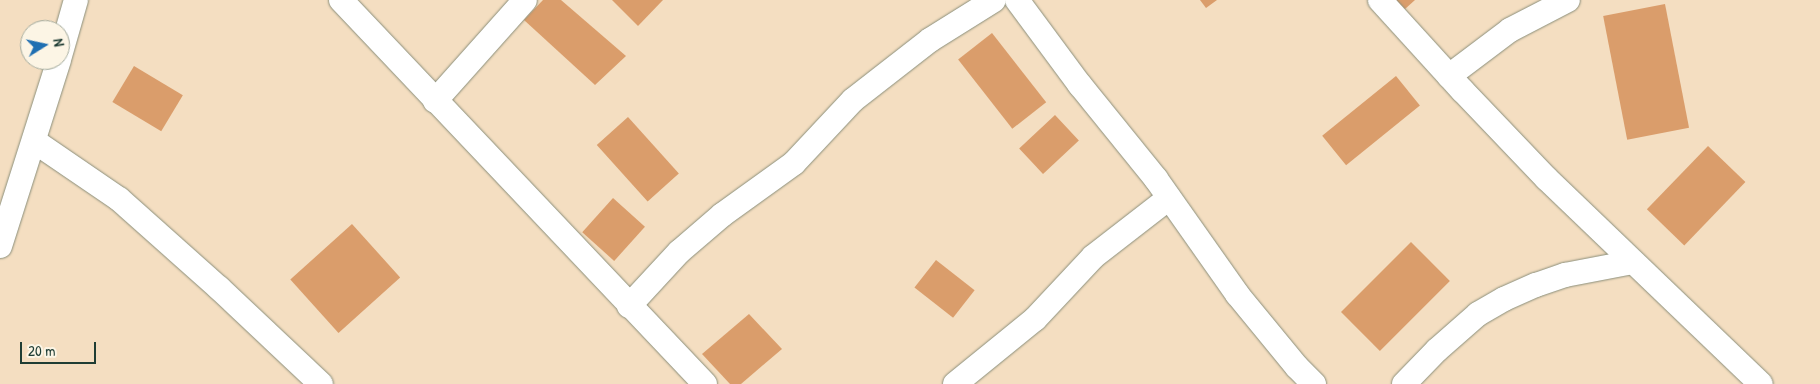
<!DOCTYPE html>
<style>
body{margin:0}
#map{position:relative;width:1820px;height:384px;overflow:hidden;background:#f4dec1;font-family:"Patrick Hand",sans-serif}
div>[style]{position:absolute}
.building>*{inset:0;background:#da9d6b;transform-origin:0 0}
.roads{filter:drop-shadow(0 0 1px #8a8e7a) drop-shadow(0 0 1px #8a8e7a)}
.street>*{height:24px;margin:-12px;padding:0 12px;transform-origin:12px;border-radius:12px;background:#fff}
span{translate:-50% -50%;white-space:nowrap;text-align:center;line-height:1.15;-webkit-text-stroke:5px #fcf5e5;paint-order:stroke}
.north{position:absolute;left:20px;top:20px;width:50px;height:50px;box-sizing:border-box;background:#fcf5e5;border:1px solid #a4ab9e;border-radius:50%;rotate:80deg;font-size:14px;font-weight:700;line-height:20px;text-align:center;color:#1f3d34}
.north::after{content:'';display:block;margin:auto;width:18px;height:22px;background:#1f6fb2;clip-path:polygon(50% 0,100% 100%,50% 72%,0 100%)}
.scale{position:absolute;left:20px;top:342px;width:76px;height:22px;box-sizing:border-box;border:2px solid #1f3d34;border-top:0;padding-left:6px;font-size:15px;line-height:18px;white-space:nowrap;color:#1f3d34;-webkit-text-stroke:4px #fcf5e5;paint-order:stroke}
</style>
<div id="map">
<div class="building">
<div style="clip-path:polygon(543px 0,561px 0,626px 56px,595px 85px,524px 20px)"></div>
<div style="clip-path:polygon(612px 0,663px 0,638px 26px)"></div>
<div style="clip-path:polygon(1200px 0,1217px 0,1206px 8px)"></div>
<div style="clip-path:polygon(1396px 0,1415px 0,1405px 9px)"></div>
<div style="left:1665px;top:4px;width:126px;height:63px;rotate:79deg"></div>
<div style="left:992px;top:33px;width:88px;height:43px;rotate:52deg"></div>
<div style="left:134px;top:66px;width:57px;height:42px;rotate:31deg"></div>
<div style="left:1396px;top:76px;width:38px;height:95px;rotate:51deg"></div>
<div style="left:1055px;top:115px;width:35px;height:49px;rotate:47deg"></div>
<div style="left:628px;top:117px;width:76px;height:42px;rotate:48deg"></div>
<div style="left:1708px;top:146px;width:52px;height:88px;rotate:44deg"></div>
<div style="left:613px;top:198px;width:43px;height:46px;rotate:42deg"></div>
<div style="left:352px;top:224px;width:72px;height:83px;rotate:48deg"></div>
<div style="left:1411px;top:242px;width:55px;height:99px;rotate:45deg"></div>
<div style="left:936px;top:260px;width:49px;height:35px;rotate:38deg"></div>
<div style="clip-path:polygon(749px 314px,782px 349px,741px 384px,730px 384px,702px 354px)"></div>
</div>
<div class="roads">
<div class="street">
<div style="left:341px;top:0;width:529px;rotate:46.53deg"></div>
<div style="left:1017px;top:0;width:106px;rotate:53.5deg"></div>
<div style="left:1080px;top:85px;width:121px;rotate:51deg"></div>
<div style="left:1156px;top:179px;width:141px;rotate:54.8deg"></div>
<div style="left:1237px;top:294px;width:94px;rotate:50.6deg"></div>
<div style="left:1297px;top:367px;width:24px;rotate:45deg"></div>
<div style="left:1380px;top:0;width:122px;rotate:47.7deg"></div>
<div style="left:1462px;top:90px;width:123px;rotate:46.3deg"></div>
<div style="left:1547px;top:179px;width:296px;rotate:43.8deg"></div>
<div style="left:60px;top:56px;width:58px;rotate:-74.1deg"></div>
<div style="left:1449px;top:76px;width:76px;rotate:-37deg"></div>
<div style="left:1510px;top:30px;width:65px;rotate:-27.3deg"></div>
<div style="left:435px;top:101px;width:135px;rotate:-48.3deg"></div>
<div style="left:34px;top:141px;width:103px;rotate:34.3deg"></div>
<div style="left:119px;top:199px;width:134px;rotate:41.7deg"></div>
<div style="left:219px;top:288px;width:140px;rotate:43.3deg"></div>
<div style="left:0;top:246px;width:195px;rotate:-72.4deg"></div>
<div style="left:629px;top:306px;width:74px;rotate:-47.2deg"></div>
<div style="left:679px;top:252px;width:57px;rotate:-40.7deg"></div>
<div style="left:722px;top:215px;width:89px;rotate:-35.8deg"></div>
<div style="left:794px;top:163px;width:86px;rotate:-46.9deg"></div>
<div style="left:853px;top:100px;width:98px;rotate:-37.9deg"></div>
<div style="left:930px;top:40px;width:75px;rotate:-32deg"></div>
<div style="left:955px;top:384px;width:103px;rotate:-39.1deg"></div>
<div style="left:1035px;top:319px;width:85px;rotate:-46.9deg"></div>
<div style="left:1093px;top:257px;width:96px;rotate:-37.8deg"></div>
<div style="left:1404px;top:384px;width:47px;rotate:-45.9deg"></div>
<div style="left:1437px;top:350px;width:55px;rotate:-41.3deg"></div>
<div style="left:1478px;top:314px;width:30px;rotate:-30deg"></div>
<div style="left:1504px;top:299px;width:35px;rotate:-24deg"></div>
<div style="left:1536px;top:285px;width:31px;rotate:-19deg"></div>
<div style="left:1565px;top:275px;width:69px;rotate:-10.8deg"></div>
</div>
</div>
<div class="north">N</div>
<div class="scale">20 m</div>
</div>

===============

● Work order
Give again, word for word, every line from the top of the data above to the line holding "1px #8a8e7a) drop-shadow(0", inclusive, with the pictures left out.

● Expected answer
<!DOCTYPE html>
<style>
body{margin:0}
#map{position:relative;width:1820px;height:384px;overflow:hidden;background:#f4dec1;font-family:"Patrick Hand",sans-serif}
div>[style]{position:absolute}
.building>*{inset:0;background:#da9d6b;transform-origin:0 0}
.roads{filter:drop-shadow(0 0 1px #8a8e7a) drop-shadow(0 0 1px #8a8e7a)}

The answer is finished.